Kaum Unterschiede im Verbrauch:

Der gleiche Motor leistet im Tucano 470 durch ein anderes Kennfeld bis zu 27 PS mehr als im Tucano 450 (siehe auch Kasten „Die Technik der beiden Tucanos im Vergleich“). Der Grund: Der Rotor benötigt etwas mehr Antriebsleistung als der Schüttler. Zusätzlich verarbeitet der Hybrid entsprechend seines Durchsatzes mehr Erntegut. Der Motor wird deutlich höher beansprucht – das Antriebsaggregat verbraucht mehr Kraftstoff.


Die höhere Durchsatzleistung gleicht den höheren Verbrauch aber wieder aus. Pro Tonne geernteter Ware läuft der Tucano-Hybrid auf vergleichbarem Niveau wie der Schüttler-Tucano. Bei Schwadablage in trockener Gerste haben wir 1,47 l/t beim 450 und 1,45 l/t beim 470 gemessen.


Mit eingeschaltetem Häcksler verbrauchte der Tucano 450 1,59 l/t und der Tucano 470 1,57 l/t. Im Weizen lag der Dieselverbrauch des Hybriden unter trockenen Bedingungen auf gleichem Niveau, wie wir ihn in der Gerste gemessen haben. Lediglich bei richtig feuchtem Weizenstroh konnten wir einen Mehrverbrauch des Hybrid von 6 bis 8 % pro geernteter Tonne feststellen.j


Natürlich interessierte uns auch die Strohqualität der beiden Abscheide-Systeme. Mit der Rotordrehzahl lässt sich die Intensität und damit die Strohqualität des Hybrid-Mähdreschers beeinflussen. Für unseren Stroh-Vergleich haben wir drei verschiedene Rotordrehzahlen untersucht: 367, 850 und 977 U/min.


Die niedrigste sowie die schnellste Drehzahl gibt es beim Tucano 470 optional. Leider mussten wir jedesmal den Riemen von Hand umlegen, bzw. für die höchste und niedrigste Drehzahl die Riemenscheiben umschrauben.

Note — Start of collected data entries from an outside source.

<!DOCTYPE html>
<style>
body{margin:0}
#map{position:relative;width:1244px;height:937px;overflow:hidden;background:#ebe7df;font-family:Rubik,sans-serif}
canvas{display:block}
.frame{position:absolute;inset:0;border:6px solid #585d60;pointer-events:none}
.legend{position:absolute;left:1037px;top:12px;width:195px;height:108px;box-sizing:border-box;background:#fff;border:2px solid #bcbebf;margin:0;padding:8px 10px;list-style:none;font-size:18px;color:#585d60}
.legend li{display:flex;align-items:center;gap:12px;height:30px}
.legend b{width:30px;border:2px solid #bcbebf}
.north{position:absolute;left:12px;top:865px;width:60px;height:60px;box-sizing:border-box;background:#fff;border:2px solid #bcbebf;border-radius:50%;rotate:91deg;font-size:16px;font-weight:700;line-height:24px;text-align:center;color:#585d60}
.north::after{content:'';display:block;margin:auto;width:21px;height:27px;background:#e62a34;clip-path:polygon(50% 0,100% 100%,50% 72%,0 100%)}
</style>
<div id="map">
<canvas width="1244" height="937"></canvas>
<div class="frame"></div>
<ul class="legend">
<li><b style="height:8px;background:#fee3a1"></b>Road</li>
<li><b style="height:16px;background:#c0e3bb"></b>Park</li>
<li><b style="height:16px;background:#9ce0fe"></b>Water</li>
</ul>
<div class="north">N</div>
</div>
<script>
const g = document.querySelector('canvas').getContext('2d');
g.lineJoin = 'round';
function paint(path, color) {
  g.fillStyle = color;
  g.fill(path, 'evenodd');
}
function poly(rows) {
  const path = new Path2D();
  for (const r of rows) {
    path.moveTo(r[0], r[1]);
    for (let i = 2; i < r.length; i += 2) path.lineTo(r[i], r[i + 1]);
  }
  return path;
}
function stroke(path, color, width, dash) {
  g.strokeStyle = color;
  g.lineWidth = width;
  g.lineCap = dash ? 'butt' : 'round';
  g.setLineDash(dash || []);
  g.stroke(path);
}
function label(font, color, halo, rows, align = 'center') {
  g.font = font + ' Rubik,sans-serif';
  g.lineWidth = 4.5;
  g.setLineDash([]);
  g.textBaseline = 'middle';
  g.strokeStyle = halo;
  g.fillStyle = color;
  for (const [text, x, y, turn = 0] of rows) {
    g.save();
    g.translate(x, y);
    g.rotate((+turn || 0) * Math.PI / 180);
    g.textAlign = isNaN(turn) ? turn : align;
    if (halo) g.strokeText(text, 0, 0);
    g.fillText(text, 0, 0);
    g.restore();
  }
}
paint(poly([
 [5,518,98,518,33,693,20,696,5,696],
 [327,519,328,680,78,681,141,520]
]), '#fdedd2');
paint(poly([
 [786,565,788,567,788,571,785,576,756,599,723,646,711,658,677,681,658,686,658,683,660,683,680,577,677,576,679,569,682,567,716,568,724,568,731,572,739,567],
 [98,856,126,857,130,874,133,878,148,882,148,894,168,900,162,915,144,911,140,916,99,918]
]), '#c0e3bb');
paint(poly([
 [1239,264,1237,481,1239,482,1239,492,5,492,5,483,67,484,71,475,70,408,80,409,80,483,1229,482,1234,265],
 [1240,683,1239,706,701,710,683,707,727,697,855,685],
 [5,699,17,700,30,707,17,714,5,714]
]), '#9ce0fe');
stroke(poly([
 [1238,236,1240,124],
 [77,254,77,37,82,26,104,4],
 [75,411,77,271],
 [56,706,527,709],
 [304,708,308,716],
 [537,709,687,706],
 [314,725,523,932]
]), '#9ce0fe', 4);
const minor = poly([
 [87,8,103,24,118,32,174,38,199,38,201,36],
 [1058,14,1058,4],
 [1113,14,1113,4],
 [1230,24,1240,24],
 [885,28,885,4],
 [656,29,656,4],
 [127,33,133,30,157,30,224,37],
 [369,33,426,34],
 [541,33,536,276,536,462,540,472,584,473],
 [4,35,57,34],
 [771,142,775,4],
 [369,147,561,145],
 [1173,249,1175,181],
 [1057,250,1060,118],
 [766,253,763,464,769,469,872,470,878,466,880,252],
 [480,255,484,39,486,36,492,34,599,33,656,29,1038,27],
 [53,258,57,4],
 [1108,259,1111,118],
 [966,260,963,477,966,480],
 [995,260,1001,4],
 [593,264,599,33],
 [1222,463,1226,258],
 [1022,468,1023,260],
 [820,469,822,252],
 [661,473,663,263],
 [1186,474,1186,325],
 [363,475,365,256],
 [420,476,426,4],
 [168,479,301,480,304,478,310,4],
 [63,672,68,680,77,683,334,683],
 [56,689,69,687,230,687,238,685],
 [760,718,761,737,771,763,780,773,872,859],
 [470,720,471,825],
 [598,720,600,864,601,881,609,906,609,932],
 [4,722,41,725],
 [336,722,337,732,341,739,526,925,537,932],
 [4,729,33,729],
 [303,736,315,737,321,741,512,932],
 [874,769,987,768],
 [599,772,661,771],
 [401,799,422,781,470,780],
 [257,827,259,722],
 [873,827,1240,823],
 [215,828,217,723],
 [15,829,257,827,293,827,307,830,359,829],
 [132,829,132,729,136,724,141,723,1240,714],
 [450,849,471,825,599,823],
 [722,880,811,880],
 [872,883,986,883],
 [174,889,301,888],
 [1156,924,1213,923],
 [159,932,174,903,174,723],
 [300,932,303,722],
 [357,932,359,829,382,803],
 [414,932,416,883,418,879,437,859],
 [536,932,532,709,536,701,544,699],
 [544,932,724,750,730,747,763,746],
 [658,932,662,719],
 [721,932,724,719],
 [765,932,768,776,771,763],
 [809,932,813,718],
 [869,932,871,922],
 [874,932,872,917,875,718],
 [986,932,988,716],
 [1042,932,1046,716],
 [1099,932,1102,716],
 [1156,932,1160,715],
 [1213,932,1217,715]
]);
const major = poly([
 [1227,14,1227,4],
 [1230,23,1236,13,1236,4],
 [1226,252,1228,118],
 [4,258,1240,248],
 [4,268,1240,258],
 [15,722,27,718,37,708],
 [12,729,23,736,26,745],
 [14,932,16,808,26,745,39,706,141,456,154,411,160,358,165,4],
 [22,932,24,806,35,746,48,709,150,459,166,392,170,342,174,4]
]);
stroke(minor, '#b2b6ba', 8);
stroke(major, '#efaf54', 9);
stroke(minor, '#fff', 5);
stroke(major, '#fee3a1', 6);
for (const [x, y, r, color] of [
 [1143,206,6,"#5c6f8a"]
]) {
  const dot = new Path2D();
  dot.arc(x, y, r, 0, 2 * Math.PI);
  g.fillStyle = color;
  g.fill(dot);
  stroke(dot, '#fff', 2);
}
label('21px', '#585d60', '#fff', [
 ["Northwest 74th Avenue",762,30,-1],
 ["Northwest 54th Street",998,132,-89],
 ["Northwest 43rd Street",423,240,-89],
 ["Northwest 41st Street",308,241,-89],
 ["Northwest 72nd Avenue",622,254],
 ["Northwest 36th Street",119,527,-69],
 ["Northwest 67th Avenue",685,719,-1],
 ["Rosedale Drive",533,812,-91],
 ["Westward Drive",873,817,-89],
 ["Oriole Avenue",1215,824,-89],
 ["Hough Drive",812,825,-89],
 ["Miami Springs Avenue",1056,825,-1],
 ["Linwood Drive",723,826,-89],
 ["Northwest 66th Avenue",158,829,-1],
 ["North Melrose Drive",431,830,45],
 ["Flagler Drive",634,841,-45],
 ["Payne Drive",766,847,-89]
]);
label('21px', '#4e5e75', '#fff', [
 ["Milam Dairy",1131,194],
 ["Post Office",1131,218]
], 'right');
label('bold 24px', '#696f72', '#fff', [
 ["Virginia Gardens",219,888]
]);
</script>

Damit der Hybrid flexibler wird, würden wir uns für den Tucano eine stufenlose Verstellung per Variator wünschen. Die verschiedenen Rotor-Strohschwaden haben wir jeweils mit dem Stroh der Schüttler-Maschine verglichen.


Um die nutzbare Strohmenge zu messen, gingen wir unterschiedlich vor: Mit einer Forke haben wir die verschiedenen Strohschwaden jeweils auf ein 10 m langes Laken umgepackt. Dabei arbeiteten wir wie eine Pickup: Kurzstroh, das zwischen den Stoppeln lag, konnten wir mit der Forke nicht erfassen. Anschließend wogen wir die Laken.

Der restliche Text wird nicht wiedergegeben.